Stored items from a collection
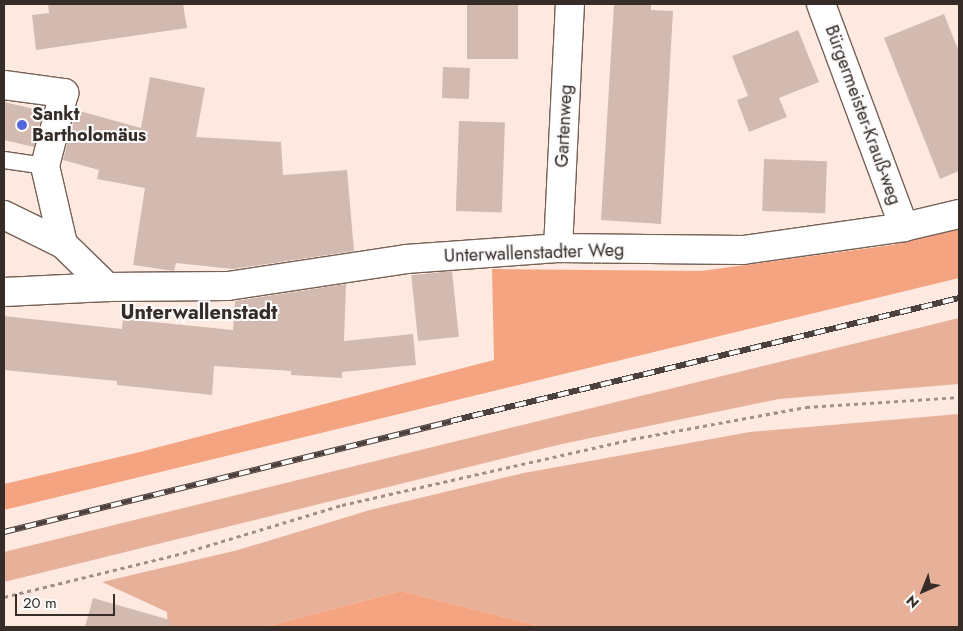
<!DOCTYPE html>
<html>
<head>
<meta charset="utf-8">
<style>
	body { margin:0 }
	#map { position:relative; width:963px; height:631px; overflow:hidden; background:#fee9e0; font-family:Jost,sans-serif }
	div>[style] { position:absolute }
	.green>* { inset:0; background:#e7b098 }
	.forest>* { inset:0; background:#f4a481 }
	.building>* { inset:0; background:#d3bab0; transform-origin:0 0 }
	.path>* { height:3px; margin-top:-1.5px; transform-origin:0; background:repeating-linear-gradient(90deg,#9e8f88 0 4px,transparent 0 8px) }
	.roads { filter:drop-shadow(1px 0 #766157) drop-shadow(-1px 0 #766157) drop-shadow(0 1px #766157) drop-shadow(0 -1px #766157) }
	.lane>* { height:16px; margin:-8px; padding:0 8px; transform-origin:8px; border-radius:8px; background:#fff }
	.street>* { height:28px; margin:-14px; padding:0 14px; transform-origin:14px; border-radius:14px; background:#fff }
	.rail>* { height:5.5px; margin-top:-2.75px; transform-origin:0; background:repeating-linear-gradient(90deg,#fbfbfb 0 11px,#4b403b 0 22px); box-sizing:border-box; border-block:1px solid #4b403b }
	.dots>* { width:14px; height:14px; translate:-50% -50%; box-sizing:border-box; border:2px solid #fbfbfb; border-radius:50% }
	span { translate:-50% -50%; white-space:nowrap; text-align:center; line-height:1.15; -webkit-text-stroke:4px #fbfbfb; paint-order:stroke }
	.poi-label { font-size:18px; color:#362c28; font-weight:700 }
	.left { translate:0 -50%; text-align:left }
	.street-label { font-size:18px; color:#362c28 }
	.quarter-label { font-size:20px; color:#362c28; font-weight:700 }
	.frame { position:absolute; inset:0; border:5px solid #362c28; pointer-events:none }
	.north { position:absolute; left:898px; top:566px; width:50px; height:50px; -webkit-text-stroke:4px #fbfbfb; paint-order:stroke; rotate:224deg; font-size:14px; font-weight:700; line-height:20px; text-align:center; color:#362c28 }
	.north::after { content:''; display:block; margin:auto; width:18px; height:22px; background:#362c28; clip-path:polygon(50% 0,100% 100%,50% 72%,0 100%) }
	.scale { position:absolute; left:15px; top:594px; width:100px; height:22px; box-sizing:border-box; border:2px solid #362c28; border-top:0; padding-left:6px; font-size:15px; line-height:18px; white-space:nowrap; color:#362c28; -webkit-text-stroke:4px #fbfbfb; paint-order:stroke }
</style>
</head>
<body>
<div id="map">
	<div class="green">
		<div style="clip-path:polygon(959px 318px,959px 384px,779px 399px,562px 444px,4px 582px,4px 552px)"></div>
		<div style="clip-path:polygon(959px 414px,959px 627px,542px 627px,401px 591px,264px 627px,168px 627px,167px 612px,102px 582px,238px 550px,370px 510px,524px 473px,750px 432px)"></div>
	</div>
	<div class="forest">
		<div style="clip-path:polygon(959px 229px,959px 278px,4px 510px,4px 484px,136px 453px,494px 360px,492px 269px,701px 271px,892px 245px)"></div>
		<div style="clip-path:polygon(401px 591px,542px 627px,264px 627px)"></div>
	</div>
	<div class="building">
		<div style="clip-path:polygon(48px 4px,183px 4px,187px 28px,36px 50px,32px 15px,49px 13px)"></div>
		<div style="left:467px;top:4px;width:51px;height:55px"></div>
		<div style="clip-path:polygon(614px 4px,651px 4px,651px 10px,673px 11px,661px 224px,601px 220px)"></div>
		<div style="clip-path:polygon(944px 14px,959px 52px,959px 171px,940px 179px,884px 38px)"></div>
		<div style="clip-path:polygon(798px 30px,819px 82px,779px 98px,787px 117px,749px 132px,737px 100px,748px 96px,732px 56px)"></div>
		<div style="left:443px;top:67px;width:27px;height:31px;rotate:2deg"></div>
		<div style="clip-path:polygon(150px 77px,205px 88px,196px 137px,281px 142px,283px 175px,347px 170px,354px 251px,233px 269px,176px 263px,174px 271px,133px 265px,145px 188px,97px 179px,99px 170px,63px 160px,76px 110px,141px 128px)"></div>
		<div style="clip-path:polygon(4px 102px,43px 111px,34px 147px,4px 140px)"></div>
		<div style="left:459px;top:121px;width:46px;height:90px;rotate:2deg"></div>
		<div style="left:764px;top:159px;width:63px;height:52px;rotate:2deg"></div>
		<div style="left:452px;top:271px;width:66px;height:41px;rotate:84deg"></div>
		<div style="clip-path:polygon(346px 284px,344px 341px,413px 334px,416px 365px,342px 372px,342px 378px,291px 375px,291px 371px,214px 366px,212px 395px,117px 385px,117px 381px,4px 370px,4px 316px,122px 329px,123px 319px,233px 330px,235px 301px)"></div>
		<div style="clip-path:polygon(93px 598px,170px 620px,169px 627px,85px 627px)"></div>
	</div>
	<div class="path">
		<div style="left:4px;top:597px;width:184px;rotate:-13.8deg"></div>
		<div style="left:183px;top:553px;width:166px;rotate:-16.8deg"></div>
		<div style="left:342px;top:505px;width:297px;rotate:-12.8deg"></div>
		<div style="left:632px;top:439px;width:177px;rotate:-10.4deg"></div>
		<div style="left:806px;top:407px;width:153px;rotate:-3.7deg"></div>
	</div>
	<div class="roads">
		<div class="lane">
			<div style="left:4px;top:160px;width:41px;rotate:8.3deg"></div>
		</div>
		<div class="street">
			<div style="left:821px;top:4px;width:238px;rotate:69.6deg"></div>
			<div style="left:4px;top:85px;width:61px;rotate:7.6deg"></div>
			<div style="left:64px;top:93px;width:75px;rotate:104.6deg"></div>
			<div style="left:45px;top:166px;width:80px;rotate:77deg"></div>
			<div style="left:4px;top:215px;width:66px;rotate:26.2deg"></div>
			<div style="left:63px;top:244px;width:62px;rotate:44.3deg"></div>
			<div style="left:107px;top:287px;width:103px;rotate:177.2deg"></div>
			<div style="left:558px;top:248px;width:244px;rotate:-87.2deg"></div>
			<div style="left:107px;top:287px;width:121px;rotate:-0.5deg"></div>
			<div style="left:228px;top:286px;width:180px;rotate:-8.6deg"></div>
			<div style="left:406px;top:259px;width:152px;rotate:-4.1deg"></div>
			<div style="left:558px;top:248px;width:185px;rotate:0.6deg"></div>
			<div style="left:743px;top:250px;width:163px;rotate:-8.1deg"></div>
			<div style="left:904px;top:227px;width:57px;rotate:-13.3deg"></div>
		</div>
	</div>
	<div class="rail">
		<div style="left:4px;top:532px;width:461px;rotate:-13.9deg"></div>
		<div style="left:451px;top:421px;width:523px;rotate:-13.61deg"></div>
	</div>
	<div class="dots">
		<div style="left:22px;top:125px;background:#56d"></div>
	</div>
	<div class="poi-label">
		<span class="left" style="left:32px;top:125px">Sankt<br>Bartholomäus</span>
	</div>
	<div class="street-label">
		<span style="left:863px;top:115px;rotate:70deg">Bürgermeister-Krauß-weg</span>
		<span style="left:564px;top:126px;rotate:-87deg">Gartenweg</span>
		<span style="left:534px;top:253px;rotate:-2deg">Unterwallenstadter Weg</span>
	</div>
	<div class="quarter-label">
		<span style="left:199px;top:312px">Unterwallenstadt</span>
	</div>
	<div class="frame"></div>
	<div class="north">N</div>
	<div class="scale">20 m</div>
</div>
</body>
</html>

** Task prompt **
Only the lines from the start of the records above through the line containing "width:14px; height:14px; translate:-50%" should be returned, exactly and with both ends, please; the pictures stay out.

** Result of the task **
<!DOCTYPE html>
<html>
<head>
<meta charset="utf-8">
<style>
	body { margin:0 }
	#map { position:relative; width:963px; height:631px; overflow:hidden; background:#fee9e0; font-family:Jost,sans-serif }
	div>[style] { position:absolute }
	.green>* { inset:0; background:#e7b098 }
	.forest>* { inset:0; background:#f4a481 }
	.building>* { inset:0; background:#d3bab0; transform-origin:0 0 }
	.path>* { height:3px; margin-top:-1.5px; transform-origin:0; background:repeating-linear-gradient(90deg,#9e8f88 0 4px,transparent 0 8px) }
	.roads { filter:drop-shadow(1px 0 #766157) drop-shadow(-1px 0 #766157) drop-shadow(0 1px #766157) drop-shadow(0 -1px #766157) }
	.lane>* { height:16px; margin:-8px; padding:0 8px; transform-origin:8px; border-radius:8px; background:#fff }
	.street>* { height:28px; margin:-14px; padding:0 14px; transform-origin:14px; border-radius:14px; background:#fff }
	.rail>* { height:5.5px; margin-top:-2.75px; transform-origin:0; background:repeating-linear-gradient(90deg,#fbfbfb 0 11px,#4b403b 0 22px); box-sizing:border-box; border-block:1px solid #4b403b }
	.dots>* { width:14px; height:14px; translate:-50% -50%; box-sizing:border-box; border:2px solid #fbfbfb; border-radius:50% }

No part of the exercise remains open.